Salomone and Marianna Mortara were a Jewish couple who lived in Bologna, which was then part of the Papal States. On June 23, 1858, they were completely unprepared when a troop of police came to their home, seized 6 year old Edgardo and took him to the local House of Catechumens, an institute dedicated to convert Jews. Edgardo was brought there because the family’s former maid (whom it had been illegal for the Mortaras to have employed since Jews were not allowed to hire Catholic domestics) told her priest that she had baptized the boy during a serious infantile illness. According to Papal law, a Catholic child, even one baptized by a lay person in such strange circumstances, could not be raised by Jews. The story of young Edgardo caught the attention of Pope Pius IX, who then took a personal interest in educating the boy.
When the Mortaras begged for their child to be returned, the Pope offered to do so if the whole family would convert.
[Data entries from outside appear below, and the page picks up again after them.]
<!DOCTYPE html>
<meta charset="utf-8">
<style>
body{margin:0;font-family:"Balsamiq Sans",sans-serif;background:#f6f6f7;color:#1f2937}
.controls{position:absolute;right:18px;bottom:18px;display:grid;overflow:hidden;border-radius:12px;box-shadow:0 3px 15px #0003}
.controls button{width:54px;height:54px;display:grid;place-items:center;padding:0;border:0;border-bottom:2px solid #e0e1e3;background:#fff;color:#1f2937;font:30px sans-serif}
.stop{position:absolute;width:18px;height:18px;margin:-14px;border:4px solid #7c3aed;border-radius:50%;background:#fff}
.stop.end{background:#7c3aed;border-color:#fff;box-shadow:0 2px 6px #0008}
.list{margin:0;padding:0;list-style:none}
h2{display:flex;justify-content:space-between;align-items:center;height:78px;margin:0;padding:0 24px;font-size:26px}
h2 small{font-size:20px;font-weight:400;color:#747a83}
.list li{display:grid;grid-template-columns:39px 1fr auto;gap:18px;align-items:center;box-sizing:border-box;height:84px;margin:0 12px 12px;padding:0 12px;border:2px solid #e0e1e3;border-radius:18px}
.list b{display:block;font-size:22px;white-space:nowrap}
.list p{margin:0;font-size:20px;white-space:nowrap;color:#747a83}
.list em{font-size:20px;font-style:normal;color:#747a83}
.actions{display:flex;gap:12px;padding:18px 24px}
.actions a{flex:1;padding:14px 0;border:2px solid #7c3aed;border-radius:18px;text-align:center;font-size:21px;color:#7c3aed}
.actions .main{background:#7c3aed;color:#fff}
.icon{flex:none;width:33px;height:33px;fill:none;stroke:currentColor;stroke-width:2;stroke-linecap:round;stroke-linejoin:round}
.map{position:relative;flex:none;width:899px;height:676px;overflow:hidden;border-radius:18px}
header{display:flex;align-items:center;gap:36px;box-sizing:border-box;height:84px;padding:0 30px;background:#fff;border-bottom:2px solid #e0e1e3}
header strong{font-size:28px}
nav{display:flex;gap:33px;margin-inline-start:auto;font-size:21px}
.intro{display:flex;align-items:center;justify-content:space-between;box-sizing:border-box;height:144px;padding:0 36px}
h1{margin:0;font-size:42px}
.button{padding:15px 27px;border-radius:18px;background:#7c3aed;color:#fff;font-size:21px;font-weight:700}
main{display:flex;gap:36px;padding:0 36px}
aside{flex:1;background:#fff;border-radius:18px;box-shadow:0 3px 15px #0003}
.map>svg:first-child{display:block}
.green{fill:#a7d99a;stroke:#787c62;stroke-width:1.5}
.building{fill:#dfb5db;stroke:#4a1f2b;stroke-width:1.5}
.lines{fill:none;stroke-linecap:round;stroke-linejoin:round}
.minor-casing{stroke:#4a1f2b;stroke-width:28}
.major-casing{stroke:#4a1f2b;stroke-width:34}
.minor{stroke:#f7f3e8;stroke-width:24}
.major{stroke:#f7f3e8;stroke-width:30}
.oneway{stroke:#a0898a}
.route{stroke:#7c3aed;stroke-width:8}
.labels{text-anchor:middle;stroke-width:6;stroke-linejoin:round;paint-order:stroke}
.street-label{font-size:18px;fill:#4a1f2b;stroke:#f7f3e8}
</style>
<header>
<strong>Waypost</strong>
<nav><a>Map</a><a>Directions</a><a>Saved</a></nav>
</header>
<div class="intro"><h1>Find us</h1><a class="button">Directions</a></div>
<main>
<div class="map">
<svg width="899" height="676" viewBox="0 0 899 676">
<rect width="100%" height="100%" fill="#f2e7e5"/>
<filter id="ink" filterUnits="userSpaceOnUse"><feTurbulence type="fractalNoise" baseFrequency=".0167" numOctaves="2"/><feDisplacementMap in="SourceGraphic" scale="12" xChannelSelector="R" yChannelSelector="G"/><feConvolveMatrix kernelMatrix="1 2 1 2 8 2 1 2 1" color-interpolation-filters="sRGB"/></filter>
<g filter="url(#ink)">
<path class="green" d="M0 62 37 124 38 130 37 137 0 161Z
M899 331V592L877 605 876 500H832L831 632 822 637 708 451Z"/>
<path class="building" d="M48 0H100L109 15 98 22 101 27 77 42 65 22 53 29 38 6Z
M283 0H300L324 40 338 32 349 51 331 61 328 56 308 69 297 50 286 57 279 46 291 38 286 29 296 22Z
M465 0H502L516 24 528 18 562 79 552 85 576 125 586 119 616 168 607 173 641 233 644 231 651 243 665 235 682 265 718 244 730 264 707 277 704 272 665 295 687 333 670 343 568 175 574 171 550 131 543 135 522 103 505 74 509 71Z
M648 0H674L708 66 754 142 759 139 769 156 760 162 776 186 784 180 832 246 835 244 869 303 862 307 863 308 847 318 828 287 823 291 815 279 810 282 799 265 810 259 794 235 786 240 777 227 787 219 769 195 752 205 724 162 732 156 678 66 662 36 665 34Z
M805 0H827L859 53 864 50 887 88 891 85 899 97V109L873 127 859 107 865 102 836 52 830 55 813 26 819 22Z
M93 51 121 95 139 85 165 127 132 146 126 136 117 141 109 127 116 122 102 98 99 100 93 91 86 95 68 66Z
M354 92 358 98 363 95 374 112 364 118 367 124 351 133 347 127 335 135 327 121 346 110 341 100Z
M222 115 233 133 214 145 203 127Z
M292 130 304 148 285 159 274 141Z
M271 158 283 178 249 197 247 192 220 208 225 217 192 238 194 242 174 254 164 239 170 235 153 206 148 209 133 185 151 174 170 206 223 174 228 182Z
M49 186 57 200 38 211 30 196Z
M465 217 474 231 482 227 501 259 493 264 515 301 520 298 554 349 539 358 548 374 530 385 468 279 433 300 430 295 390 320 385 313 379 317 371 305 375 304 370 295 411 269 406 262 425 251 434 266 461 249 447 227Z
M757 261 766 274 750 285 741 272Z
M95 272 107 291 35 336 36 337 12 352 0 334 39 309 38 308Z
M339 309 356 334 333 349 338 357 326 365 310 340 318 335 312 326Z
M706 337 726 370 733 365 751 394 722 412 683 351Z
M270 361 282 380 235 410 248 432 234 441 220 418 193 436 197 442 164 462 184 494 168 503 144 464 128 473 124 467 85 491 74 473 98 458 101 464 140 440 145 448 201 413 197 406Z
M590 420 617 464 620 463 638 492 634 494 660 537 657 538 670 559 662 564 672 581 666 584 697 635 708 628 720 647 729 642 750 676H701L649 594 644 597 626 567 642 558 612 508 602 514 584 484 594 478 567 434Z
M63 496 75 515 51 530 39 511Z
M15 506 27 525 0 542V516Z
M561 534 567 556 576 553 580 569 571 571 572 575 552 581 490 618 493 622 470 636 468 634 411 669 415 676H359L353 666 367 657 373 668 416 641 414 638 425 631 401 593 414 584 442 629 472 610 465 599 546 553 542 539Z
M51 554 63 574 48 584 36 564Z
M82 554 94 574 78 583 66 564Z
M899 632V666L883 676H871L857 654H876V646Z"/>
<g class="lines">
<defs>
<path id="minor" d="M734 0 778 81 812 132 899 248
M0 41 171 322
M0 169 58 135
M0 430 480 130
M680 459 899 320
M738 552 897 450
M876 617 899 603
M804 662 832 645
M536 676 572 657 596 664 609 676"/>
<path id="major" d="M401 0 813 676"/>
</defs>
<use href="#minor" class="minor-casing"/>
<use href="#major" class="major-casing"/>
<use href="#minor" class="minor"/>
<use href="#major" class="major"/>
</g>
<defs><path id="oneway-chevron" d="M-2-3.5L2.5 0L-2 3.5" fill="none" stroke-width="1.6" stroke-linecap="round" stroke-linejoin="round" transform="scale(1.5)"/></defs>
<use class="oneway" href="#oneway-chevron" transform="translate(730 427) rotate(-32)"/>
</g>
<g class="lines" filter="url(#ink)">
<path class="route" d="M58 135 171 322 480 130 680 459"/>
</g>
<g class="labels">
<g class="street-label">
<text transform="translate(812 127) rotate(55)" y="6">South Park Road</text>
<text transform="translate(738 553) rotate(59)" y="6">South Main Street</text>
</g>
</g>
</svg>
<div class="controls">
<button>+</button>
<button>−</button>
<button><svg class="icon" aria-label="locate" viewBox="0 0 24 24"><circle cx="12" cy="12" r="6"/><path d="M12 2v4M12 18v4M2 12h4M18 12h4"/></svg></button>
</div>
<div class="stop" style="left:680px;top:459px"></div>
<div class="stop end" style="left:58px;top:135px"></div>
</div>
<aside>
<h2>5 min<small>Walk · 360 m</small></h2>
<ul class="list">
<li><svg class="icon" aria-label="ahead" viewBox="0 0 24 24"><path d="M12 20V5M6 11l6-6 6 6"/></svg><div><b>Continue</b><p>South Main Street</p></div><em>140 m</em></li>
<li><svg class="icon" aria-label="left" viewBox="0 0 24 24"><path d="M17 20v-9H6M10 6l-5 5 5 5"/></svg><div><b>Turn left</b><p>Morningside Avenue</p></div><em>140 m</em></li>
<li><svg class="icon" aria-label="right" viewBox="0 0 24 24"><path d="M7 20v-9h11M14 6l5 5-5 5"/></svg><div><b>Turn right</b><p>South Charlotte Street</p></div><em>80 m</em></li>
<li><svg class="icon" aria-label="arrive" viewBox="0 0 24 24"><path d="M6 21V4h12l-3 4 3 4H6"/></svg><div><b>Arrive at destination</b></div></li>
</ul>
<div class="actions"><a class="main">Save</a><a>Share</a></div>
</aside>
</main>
They refused. When they publicized their plight, there was a wave of international pressure for Edgardo to be released. Even Napoleon III of France and Emperor Franz Joseph I of Austria, both Catholic, spoke out for his return to his family. The Pope’s response was: “I couldn’t care less what the world thinks.”
The effect of the Pope’s attitude was to incite the already high emotions of those who felt that the church had too much power. It was one more spark in the already burning desire for revolution. In 1859, a revolution began that ended with a unified Italy and Papal power limited to the City of Rome. The Mortara incident also instigated the creation of the Alliance Israelite Universelle, which served as an advocate for Jewish rights in many countries.
Taken when he was young and impressionable, submerged in church doctrine and personally doted on by the Pope, Edgardo chose, when reunited with his family at the age of 19, to remain Catholic. In fact, he became a priest and often preached to Jews with the intent to convert. Edgardo Mortara died on March 11, 1940.